Date of this Version

5-2021

Citation

Scholl, Aaron. 2021 "Census tracts, racial separation, and the landscape of higher education." Ph.D. diss. University of Nebraska-Lincoln

Comments

A DISSERTATION Presented to the Faculty of The Graduate College at the University of Nebraska In Partial Fulfillment of Requirements For the Degree of Doctor of Philosophy, Major: Economics, Under the Supervision of Professor John E. Anderson. Lincoln, Nebraska: May, 2021

Copyright © 2021 Aaron Scholl

Abstract

This dissertation centers on research at the intersection of labor, public, and urban economics. Chapter 1 details the role, process, and history of census tract delineation prior to each Decennial Census, and investigates short- and long-run implications of neighborhoods that receive further delineation, or become “split”. Using a difference-in-differences empirical design, I exploit Decennial Censuses from 1980 to 2010 to find that “split” census tracts increase in their proportion of Black residents and these effects persist decades. Further evidence suggests that the Low-Income Housing Tax Credit program may play a role in concentrating residents in areas with greater census tract delineation. These results suggest that census tract delineation may play an important role in shaping neighborhood dynamics.

Chapter 2 focuses on the role urban racial inequality has in contributing to economic inequality for Black residents. Using variation in census tract boundaries to measure levels of urban racial separation, I find that tract-induced racial separation negatively impacts Black individuals across both income and skill distributions. Contributing factors include fewer local job opportunities in predominantly Black neighborhoods, and increased commuting costs for those with jobs. Further evidence suggests these increases in separation, in already predominantly Black neighborhoods, reduce economic and geographic mobilities into adulthood. These results have important implications for fostering equal economic opportunity in areas of high racial separation.

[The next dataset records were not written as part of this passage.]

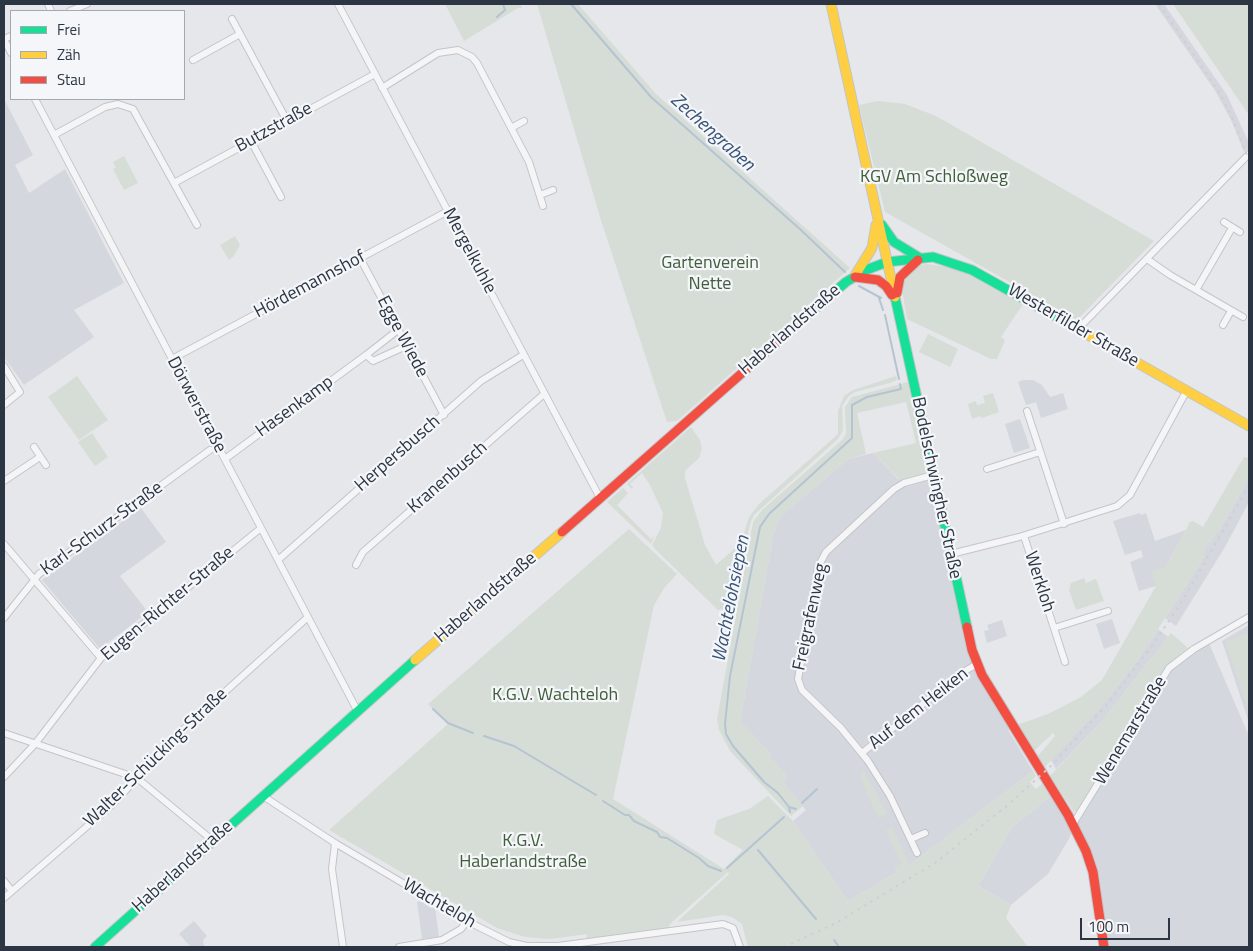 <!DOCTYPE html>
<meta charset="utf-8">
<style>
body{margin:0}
#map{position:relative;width:1253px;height:951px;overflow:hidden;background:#e5e7ea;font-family:"Titillium Web",sans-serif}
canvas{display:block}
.frame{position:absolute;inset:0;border:5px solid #2c3543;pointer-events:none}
.legend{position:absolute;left:10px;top:10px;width:175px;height:90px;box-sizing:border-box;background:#f4f6f9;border:1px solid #a4a9b0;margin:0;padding:6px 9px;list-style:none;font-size:15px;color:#2c3543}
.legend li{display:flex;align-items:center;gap:10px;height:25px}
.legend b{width:25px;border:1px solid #a4a9b0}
.scale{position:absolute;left:1080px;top:918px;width:90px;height:22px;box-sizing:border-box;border:2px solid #2c3543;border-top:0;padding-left:6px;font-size:15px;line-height:18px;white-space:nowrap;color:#2c3543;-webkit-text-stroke:4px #f4f6f9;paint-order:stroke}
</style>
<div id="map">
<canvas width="1253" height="951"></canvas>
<div class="frame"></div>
<ul class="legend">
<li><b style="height:6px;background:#16e098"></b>Frei</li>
<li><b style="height:6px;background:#ffcf43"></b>Zäh</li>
<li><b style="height:6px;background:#f24e42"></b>Stau</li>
</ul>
<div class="scale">100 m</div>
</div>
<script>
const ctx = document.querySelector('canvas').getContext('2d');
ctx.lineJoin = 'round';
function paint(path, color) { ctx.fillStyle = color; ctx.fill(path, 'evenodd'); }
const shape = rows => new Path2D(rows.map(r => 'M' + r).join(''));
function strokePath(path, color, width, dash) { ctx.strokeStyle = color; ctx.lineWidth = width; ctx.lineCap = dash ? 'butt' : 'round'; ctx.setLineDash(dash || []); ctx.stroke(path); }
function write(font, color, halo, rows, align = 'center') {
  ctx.font = font + ' "Titillium Web",sans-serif'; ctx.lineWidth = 4.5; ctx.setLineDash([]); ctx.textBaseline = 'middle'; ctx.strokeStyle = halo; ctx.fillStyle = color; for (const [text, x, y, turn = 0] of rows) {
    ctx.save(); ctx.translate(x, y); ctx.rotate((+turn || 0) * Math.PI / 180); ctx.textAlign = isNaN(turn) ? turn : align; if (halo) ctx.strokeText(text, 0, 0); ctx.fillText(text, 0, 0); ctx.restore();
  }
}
paint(shape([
 [1155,4,1164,4,1227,95,1249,143,1249,148,1244,152,1232,122,1216,92],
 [4,99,33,155,15,165,29,193,65,169,124,283,74,310,94,337,24,385,4,357],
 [1023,380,1033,380,1042,385,1050,397,1063,393,1068,409,1041,418,1036,402,1026,405,1018,382],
 [1020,419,1030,448,1014,453,1005,424],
 [873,453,898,479,933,475,972,650,1013,727,1008,730,1033,771,911,864,848,901,793,821,806,810,783,782,788,777,769,756,771,754,740,722,773,536,780,517,848,459],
 [1249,477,1249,502,1225,547,1176,626,1165,618,1204,557,1204,548,1220,529],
 [141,508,166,542,120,576,148,612,100,649,42,580],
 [1140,513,1141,515,1146,513,1155,541,1186,530,1156,586,1139,591,1130,562,1143,557,1141,550,1125,555,1113,521],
 [1112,619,1120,643,1104,649,1096,624],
 [1002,620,1007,636,987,643,984,631,989,630,987,625],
 [1249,625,1249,723,1222,641],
 [1158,629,1168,637,1103,720,1056,769,1051,760,1096,712,1137,661],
 [1208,641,1249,736,1249,947,1104,947,1093,872,1073,825,1070,837,1048,874,1011,905,978,886,1012,827,1051,796,1073,823,1169,668],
 [422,901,430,908,435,908,439,937,422,939,417,902],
 [194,921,207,936,203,940,204,947,191,947,179,934]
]), '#d4d7dd');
paint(shape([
 [445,4,520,4,522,8,518,8,464,41],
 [537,4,578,4,656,94,850,268,677,421,667,422,601,220],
 [1173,4,1249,4,1249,115],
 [878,101,905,104,936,116,1154,241,1077,320,885,212,859,105],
 [124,156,138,183,124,190,113,169,116,168,113,162],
 [235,236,240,245,233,257,229,260,220,245],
 [927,264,954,268,975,276,1017,299,1023,304,1001,337,1005,340,997,359,991,359,907,319,902,289,904,277,914,266],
 [928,334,958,349,950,367,919,352],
 [77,376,108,420,79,440,48,397],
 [896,376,897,380,890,383,855,392,849,396,842,406,843,430,838,439,754,515,750,524,735,601,727,608,718,610,656,550,652,545,661,528,663,513,650,485,642,473,630,484,633,487,632,489,627,484,691,427,700,440,702,449,699,458,685,471,685,478,705,545,716,565,741,543,749,517,759,504,838,434,838,411,844,396,853,390],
 [908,382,911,396,908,399,916,395,933,475,903,483,873,453,916,443,906,402,857,413,866,454,848,459,780,517,773,536,740,722,771,754,769,756,788,777,783,782,803,806,791,816,730,751,719,730,717,719,753,522,762,510,843,439,846,434,845,407,852,397],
 [993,393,999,412,982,418,980,416,972,419,968,404,976,401,977,405,985,403,983,396],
 [92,433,108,457,95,466,78,442],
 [1244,457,1249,458,1249,477,1220,529,1204,548,1204,557,1158,629,1137,661,1096,712,1044,768,1037,757,1055,736,1053,733,1034,751,1017,725,1048,714,1081,697,1102,680,1156,586,1151,571,1167,566,1190,522,1193,521,1203,527],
 [623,488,628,493,617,505,651,539,654,536,651,544,607,502],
 [629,529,677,574,665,587,654,605,613,799,724,869,743,850,714,834,717,820,749,809,768,796,793,821,848,901,911,864,1033,771,1036,776,1030,782,1036,789,1042,784,1051,796,1012,827,978,886,1011,905,1006,918,1028,947,748,947,742,924,732,917,723,915,677,922,729,874,728,872,670,924,666,931,586,943,587,934,550,939,525,937,497,928,329,830,448,724,428,704],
 [1084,578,1086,583,1096,579,1104,601,1076,610,1069,590,1071,583],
 [1171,633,1188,648,1170,663,1151,687,1079,809,1074,812,1050,776,1103,720],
 [1249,633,1249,712,1225,642],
 [864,771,887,814,878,818,860,777],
 [892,827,909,864,896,872,894,867,901,864,886,830]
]), '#d6ddd6');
strokePath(shape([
 [571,4,651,97,801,230,845,272],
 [497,17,505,10,503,4],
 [859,286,881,298],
 [879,298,883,310],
 [885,315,899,379],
 [433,709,448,723,473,733],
 [484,736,514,746,596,795],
 [603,801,625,815,629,815,634,821,657,832,660,837,667,838,699,858,708,866,721,871],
 [802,803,817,789],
 [789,807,796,809],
 [790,812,789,807,778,793,764,782,733,746,726,734,725,724,730,676,760,527,769,514,852,438,852,405,867,397,901,389,900,384],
 [758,850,816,919],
 [727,868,784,817],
 [834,940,839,947]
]), '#b5c3d3', 2);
const street = shape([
 [48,4,51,11],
 [338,4,600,498],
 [70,11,87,4],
 [232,19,287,121],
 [11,36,4,39,11,53],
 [193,60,240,34],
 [382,88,438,53,458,50,472,57,477,63,529,162,543,206],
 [35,99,357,710],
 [511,128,524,121],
 [54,135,105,107,118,104,133,109,197,225],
 [251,141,281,197],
 [174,183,375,74],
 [540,195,553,190],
 [1224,222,1240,232],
 [360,258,444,415],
 [1147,259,1170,275,1243,317],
 [1196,290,1232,228],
 [1223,325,1231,311],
 [1078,329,1249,154],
 [398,330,366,355,373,361,406,346],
 [172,359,448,211],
 [4,366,20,392,4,405],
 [1027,411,1064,524],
 [34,447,46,465],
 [225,459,366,355],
 [987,469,1040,452],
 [4,481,40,457],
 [1024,536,1065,662],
 [4,544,101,658],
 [951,554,1019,537,1117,506,1130,495,1187,390],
 [278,560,481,381,523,355],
 [356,565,363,552,544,394],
 [4,618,39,574,210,450],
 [1054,628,1108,611],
 [4,733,137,778,212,840],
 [862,753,960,674,977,664],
 [4,777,35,744,101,658,261,528],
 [263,796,335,843,467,921,509,942,527,946,558,946,723,924,733,928,740,947],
 [1073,824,1169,668,1194,649,1249,617],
 [911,839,925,833],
 [335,843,332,869,343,947],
 [917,853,890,796,868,761,841,728,802,690,798,679,818,567,826,552,894,489,904,483,933,475],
 [4,881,12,891],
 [4,898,113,804,176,736,308,617],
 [399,947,442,940,461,929,467,921]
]);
const fast = shape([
 [882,225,894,242,920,258],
 [895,297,967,627],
 [810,313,846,282,866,270,887,262,933,257,972,270,1074,327],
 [95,947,415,660]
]);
const slow = shape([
 [831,4,895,297],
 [856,274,872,248,876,225],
 [1074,327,1249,426],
 [415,660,562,532]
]);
const jam = shape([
 [855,277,878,280,886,286,892,295],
 [897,293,900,277,918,260],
 [562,532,810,313],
 [967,627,972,650,982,675,1068,815,1086,851,1093,872,1104,947]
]);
strokePath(street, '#c3c5c8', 8);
strokePath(fast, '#c3c5c8', 11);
strokePath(slow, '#c3c5c8', 11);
strokePath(jam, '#c3c5c8', 11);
strokePath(street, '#f5f5f7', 6);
strokePath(fast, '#16e098', 9);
strokePath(slow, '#ffcf43', 9);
strokePath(jam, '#f24e42', 9);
strokePath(shape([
 [1159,4,1218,90,1230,113,1249,160],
 [784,947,836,923,935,863,1009,804,1053,764,1109,702,1154,643,1181,603,1249,486]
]), '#cecfd2', 2, [2.5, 5]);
write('18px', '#2c3543', '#f4f6f9', [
 ["Butzstraße",274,128,-29],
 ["Mergelkuhle",469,251,62],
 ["Hördemannshof",310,285,-28],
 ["Westerfilder Straße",1073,326,30],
 ["Haberlandstraße",790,330,-41],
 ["Egge Wiede",402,337,62],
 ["Dörwerstraße",196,405,62],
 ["Hasenkamp",295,407,-36],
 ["Herpersbusch",398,454,-41],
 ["Kranenbusch",448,478,-41],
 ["Bodelschwingher Straße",936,488,78],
 ["Karl-Schurz-Straße",102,529,-36],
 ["Werkloh",1039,582,72],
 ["Haberlandstraße",486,598,-41],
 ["Eugen-Richter-Straße",168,604,-40],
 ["Freigrafenweg",811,617,-78],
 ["Auf dem Heiken",919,709,-38],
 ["Wenemarstraße",1131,731,-59],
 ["Walter-Schücking-Straße",156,758,-44],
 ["Haberlandstraße",183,867,-42],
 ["Wachteloh",439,904,30]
]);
write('18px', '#415e3a', '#f4f6f9', [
 ["KGV Am Schloßweg",934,178],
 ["Gartenverein",710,264],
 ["Nette",710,285],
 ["K.G.V. Wachteloh",555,696],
 ["K.G.V.",523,842],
 ["Haberlandstraße",523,863]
]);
write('italic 19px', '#385376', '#f4f6f9', [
 ["Zechengraben",712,133,42],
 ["Wachtelohsiepen",732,599,-79]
]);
</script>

Chapter 3 documents the changing landscape of enrollment and graduation in higher education during the rapid expansion of the for-profit sector in the 2000s. I construct a measure of institutional quality and show that institutions of the lowest quality, primarily for-profit institutions, experienced the largest increases in enrollment as well as large decreases in graduation rates. Decomposing these changes in the lowest quality institutions suggests that aggregate graduation rates decreased primarily as a result of the changing enrollment landscape across higher education, while growth in aggregate rates of the highest quality institutions comes from within institution changes. These results suggest that as enrollment in higher education expands, schools become more selective in who they enroll, and may have consequences for students attending lower quality institutions.